Give again, word for word, each line of the data from the first through the one containing "0 #1c1c1c) drop-shadow(-1px". Pictures stay out.

Stored data
◆ ◆ ◆ ◆ ◆

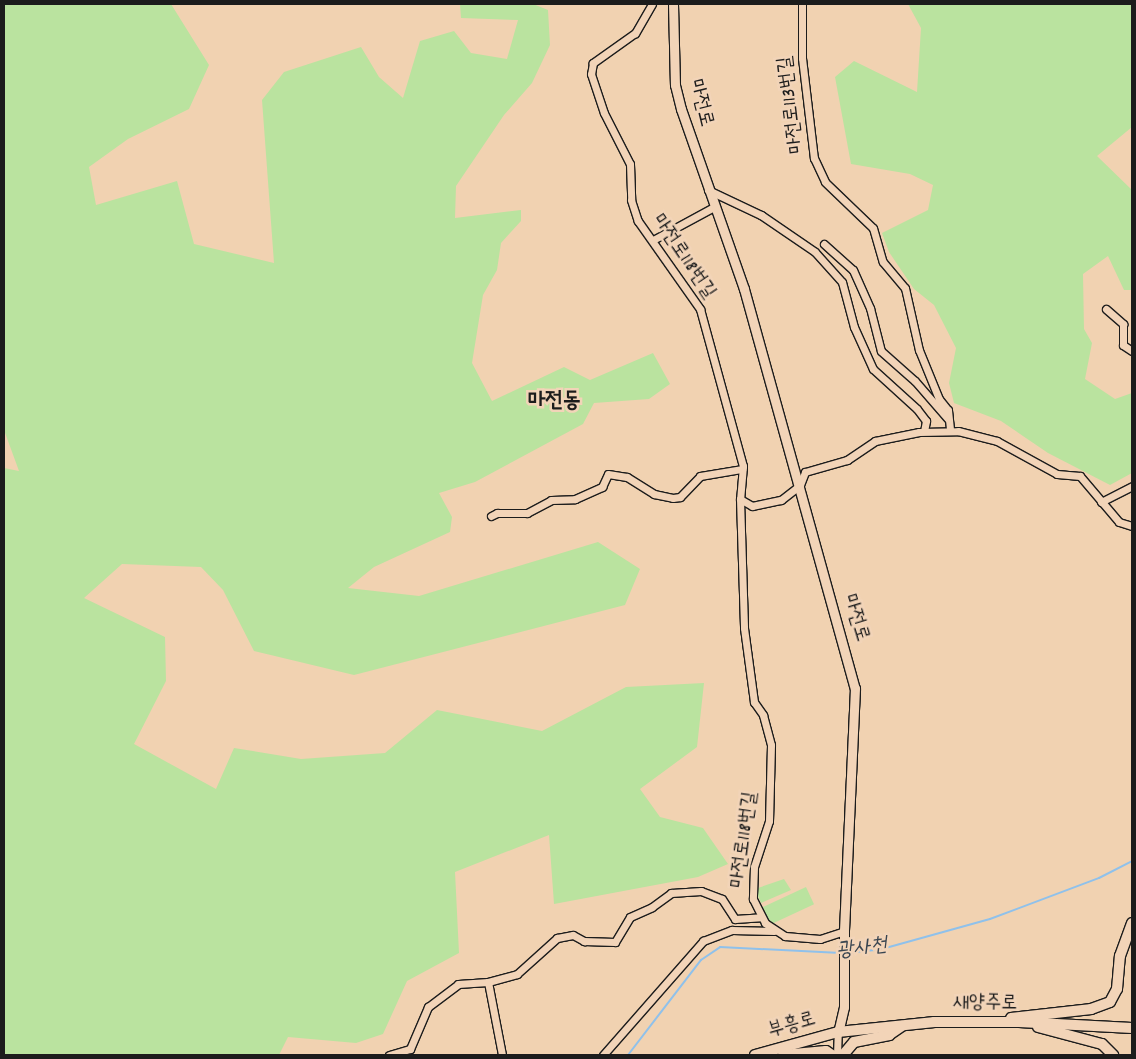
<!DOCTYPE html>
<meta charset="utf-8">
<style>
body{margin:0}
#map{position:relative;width:1136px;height:1059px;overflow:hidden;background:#f1d2b1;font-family:Dekko,"Poor Story",sans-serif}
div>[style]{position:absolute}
.green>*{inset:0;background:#bae39f;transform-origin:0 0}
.stream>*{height:2px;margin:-1px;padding:0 1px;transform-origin:1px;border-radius:1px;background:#8fc1eb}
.roads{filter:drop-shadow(1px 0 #1c1c1c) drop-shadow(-1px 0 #1c1c1c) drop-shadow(0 1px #1c1c1c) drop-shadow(0 -1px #1c1c1c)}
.minor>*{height:7px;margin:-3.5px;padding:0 3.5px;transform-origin:3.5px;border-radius:3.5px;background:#f2d4b8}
.tertiary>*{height:9px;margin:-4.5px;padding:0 4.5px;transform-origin:4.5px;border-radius:4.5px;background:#f2d4b8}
.secondary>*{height:10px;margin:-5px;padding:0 5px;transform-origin:5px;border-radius:5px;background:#f2d4b8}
span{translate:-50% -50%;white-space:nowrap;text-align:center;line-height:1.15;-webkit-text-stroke:5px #f2d4b8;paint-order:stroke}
.street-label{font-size:20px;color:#1c1c1c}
.water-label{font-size:21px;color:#394550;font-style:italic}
.quarter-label{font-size:22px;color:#1c1c1c;font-weight:700}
.frame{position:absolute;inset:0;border:5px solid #1c1c1c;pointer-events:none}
</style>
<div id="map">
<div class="green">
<i style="clip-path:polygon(4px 4px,171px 4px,209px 65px,189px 109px,128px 139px,89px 167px,96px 205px,177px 181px,194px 244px,274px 263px,262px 100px,284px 72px,361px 47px,379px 77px,403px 98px,420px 41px,454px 31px,471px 53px,507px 59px,518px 20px,461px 18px,460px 4px,533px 4px,548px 10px,550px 45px,532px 83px,504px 115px,456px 186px,455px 218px,521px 210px,521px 221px,501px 243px,497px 270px,483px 295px,472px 363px,492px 401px,564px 367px,590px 380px,653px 353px,670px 384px,649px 399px,594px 403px,583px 424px,475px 482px,439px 493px,452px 517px,450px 532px,374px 567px,348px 588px,419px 596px,598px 542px,640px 569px,625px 605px,354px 675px,254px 651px,223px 590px,201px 567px,122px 564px,84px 598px,165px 637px,166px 681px,134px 744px,216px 789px,234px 748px,301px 759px,385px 753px,437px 710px,542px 731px,626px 687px,704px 683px,697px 747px,640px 789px,660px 817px,703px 828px,728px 864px,698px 877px,554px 904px,549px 835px,455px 872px,459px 953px,407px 981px,383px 1034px,356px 1043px,288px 1037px,279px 1055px,4px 1055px,4px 468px,19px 471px,4px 430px)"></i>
<i style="clip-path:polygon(908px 4px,1132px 4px,1132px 127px,1097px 156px,1132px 190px,1132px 290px,1124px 290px,1108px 256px,1083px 274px,1084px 329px,1092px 343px,1085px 379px,1115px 399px,1132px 393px,1132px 473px,1110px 485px,1048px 453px,1001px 421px,954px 403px,949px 383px,956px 348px,934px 305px,914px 289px,889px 252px,882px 233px,928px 210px,933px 185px,910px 174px,851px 164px,835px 77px,854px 61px,917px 92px,921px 28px)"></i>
<i style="clip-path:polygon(784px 879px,791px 890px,761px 903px,755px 889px)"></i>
<i style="left:806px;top:887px;width:19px;height:48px;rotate:65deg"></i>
</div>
<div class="stream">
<i style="left:846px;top:953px;width:36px;rotate:-6deg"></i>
<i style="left:882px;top:949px;width:112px;rotate:-15.5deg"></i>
<i style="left:990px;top:919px;width:116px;rotate:-20.6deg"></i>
<i style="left:1099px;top:878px;width:37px;rotate:-27deg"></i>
<i style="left:628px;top:1055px;width:120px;rotate:-52.5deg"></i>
<i style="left:701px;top:960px;width:23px;rotate:-34deg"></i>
<i style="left:720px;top:947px;width:121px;rotate:2.8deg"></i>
</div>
<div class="roads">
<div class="minor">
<i style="left:652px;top:4px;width:34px;rotate:120deg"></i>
<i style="left:635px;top:33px;width:52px;rotate:144.5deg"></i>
<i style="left:593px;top:63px;width:11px;rotate:100deg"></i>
<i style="left:591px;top:74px;width:41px;rotate:71.6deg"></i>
<i style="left:604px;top:113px;width:57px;rotate:63deg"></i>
<i style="left:630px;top:164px;width:36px;rotate:88deg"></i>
<i style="left:631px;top:200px;width:22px;rotate:72deg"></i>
<i style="left:638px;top:221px;width:108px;rotate:54.8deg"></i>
<i style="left:700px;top:309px;width:163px;rotate:74.7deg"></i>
<i style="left:743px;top:466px;width:33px;rotate:95deg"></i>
<i style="left:740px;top:499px;width:129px;rotate:88.2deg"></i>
<i style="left:744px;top:628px;width:75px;rotate:82.3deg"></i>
<i style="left:754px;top:702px;width:16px;rotate:55deg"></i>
<i style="left:763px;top:715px;width:31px;rotate:75deg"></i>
<i style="left:771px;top:745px;width:76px;rotate:91.5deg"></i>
<i style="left:769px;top:821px;width:48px;rotate:108.1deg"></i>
<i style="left:754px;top:867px;width:32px;rotate:92deg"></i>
<i style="left:753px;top:899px;width:27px;rotate:63deg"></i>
<i style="left:765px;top:923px;width:24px;rotate:33deg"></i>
<i style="left:785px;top:936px;width:35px;rotate:5deg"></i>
<i style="left:820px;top:939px;width:25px;rotate:-18deg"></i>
<i style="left:802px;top:4px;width:54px;rotate:90deg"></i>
<i style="left:802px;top:58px;width:101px;rotate:83.2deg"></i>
<i style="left:814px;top:158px;width:26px;rotate:65deg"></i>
<i style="left:825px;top:182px;width:66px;rotate:43.8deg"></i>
<i style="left:873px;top:228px;width:35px;rotate:74deg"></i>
<i style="left:883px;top:262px;width:34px;rotate:50deg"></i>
<i style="left:905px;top:288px;width:64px;rotate:77.3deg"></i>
<i style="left:919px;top:350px;width:53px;rotate:67.8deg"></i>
<i style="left:939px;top:399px;width:14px;rotate:51deg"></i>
<i style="left:948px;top:410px;width:20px;rotate:84deg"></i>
<i style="left:708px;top:190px;width:59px;rotate:25.3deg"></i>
<i style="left:761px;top:215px;width:65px;rotate:34.4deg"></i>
<i style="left:815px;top:252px;width:40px;rotate:48deg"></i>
<i style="left:842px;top:282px;width:47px;rotate:75.1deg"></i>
<i style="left:854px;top:327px;width:46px;rotate:65.7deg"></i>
<i style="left:873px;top:369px;width:59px;rotate:42.3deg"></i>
<i style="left:917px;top:409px;width:15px;rotate:53deg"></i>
<i style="left:926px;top:421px;width:10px;rotate:101deg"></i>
<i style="left:653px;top:240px;width:69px;rotate:-28.4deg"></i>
<i style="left:824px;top:244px;width:39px;rotate:42deg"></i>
<i style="left:853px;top:270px;width:42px;rotate:65.9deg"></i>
<i style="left:870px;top:308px;width:44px;rotate:75.7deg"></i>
<i style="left:881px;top:351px;width:45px;rotate:41.4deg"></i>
<i style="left:915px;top:381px;width:50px;rotate:49deg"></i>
<i style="left:1106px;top:309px;width:23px;rotate:41deg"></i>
<i style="left:1123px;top:324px;width:21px;rotate:90deg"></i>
<i style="left:1123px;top:345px;width:11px;rotate:34deg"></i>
<i style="left:740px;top:499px;width:14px;rotate:30deg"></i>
<i style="left:752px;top:506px;width:30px;rotate:-12deg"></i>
<i style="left:781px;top:500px;width:24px;rotate:-38deg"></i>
<i style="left:800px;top:485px;width:14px;rotate:-69deg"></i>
<i style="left:805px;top:472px;width:44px;rotate:-15.9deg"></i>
<i style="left:847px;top:460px;width:34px;rotate:-34deg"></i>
<i style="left:875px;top:441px;width:45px;rotate:-11.6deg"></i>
<i style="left:919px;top:432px;width:39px;rotate:-1deg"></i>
<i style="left:958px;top:431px;width:40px;rotate:14.4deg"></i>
<i style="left:997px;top:441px;width:68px;rotate:28.8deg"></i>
<i style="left:1057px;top:474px;width:23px;rotate:5deg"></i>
<i style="left:1080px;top:476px;width:60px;rotate:49.7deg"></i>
<i style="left:1119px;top:522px;width:14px;rotate:17deg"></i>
<i style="left:1101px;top:502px;width:35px;rotate:-27deg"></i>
<i style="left:491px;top:516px;width:7px;rotate:-27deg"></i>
<i style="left:497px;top:513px;width:30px"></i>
<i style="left:527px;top:513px;width:27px;rotate:-28deg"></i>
<i style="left:551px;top:500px;width:24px;rotate:-2deg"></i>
<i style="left:575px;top:499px;width:30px;rotate:-24deg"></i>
<i style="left:602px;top:487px;width:14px;rotate:-65deg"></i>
<i style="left:608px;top:474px;width:19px;rotate:9deg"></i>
<i style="left:627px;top:477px;width:32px;rotate:32deg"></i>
<i style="left:654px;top:494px;width:19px;rotate:12deg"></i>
<i style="left:673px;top:498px;width:7px;rotate:-8deg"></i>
<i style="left:680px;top:497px;width:29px;rotate:-46deg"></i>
<i style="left:700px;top:476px;width:43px;rotate:-9.5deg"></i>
<i style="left:488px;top:982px;width:74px;rotate:79.1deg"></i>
<i style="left:389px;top:1055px;width:22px;rotate:-16deg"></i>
<i style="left:410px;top:1049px;width:46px;rotate:-66.8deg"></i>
<i style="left:428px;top:1007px;width:38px;rotate:-37deg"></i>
<i style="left:458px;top:984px;width:30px;rotate:-4deg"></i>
<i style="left:488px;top:982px;width:30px;rotate:-15deg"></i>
<i style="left:517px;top:974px;width:54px;rotate:-42deg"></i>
<i style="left:557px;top:938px;width:16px;rotate:-11deg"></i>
<i style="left:573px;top:935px;width:13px;rotate:29deg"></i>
<i style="left:584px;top:941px;width:31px;rotate:2deg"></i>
<i style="left:615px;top:942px;width:29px;rotate:-59deg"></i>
<i style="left:630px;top:917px;width:24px;rotate:-24deg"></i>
<i style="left:652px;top:907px;width:24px;rotate:-36deg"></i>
<i style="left:671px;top:893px;width:30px;rotate:-4deg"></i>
<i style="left:701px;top:891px;width:22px;rotate:21deg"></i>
<i style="left:722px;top:899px;width:24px;rotate:57deg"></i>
<i style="left:735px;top:919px;width:26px;rotate:-4deg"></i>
<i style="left:603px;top:1055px;width:152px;rotate:-48.7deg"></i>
<i style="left:703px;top:941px;width:31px;rotate:-21deg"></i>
<i style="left:732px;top:930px;width:42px;rotate:1.4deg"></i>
<i style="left:837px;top:1055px;width:23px;rotate:-88deg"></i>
</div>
<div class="tertiary">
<i style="left:673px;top:4px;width:81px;rotate:88.6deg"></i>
<i style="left:675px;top:85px;width:25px;rotate:76deg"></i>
<i style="left:681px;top:109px;width:191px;rotate:70.7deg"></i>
<i style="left:744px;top:289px;width:414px;rotate:74.5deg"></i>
<i style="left:855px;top:688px;width:243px;rotate:92.6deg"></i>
<i style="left:844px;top:931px;width:76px;rotate:90deg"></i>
<i style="left:844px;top:1007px;width:26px;rotate:103deg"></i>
</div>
<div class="secondary">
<i style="left:1011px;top:1018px;width:81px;rotate:-6.4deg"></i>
<i style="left:1091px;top:1009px;width:20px;rotate:-20deg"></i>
<i style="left:1110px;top:1002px;width:15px;rotate:-62deg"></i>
<i style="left:1117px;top:989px;width:33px;rotate:-85deg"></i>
<i style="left:1120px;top:956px;width:35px;rotate:-70deg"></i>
<i style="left:1038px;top:1027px;width:66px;rotate:14.9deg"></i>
<i style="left:1102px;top:1044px;width:16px;rotate:45deg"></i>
<i style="left:755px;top:1055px;width:86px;rotate:-15.5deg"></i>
<i style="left:838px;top:1032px;width:97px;rotate:-5.9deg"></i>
<i style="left:934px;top:1022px;width:85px"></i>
<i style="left:1019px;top:1022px;width:113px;rotate:3deg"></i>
<i style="left:783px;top:1055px;width:43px;rotate:-5.3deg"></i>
<i style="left:826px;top:1051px;width:7px;rotate:34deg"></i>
<i style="left:843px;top:1055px;width:17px;rotate:-50deg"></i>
<i style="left:854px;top:1042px;width:36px;rotate:-11deg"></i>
<i style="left:889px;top:1035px;width:16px;rotate:-35deg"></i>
</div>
</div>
<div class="street-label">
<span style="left:700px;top:103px;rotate:76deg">마전로</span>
<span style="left:792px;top:105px;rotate:-97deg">마전로113번길</span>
<span style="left:683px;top:257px;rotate:56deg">마전로118번길</span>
<span style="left:855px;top:618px;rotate:73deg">마전로</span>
<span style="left:745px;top:840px;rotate:-82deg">마전로118번길</span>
<span style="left:985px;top:1004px;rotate:1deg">새양주로</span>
<span style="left:792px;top:1026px;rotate:-16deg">부흥로</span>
</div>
<div class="water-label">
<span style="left:862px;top:949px;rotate:-7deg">광사천</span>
</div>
<div class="quarter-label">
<span style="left:554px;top:402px">마전동</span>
</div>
<div class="frame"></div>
</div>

◆ ◆ ◆ ◆ ◆

▸ **RESPONSE AREA**:
<!DOCTYPE html>
<meta charset="utf-8">
<style>
body{margin:0}
#map{position:relative;width:1136px;height:1059px;overflow:hidden;background:#f1d2b1;font-family:Dekko,"Poor Story",sans-serif}
div>[style]{position:absolute}
.green>*{inset:0;background:#bae39f;transform-origin:0 0}
.stream>*{height:2px;margin:-1px;padding:0 1px;transform-origin:1px;border-radius:1px;background:#8fc1eb}
.roads{filter:drop-shadow(1px 0 #1c1c1c) drop-shadow(-1px 0 #1c1c1c) drop-shadow(0 1px #1c1c1c) drop-shadow(0 -1px #1c1c1c)}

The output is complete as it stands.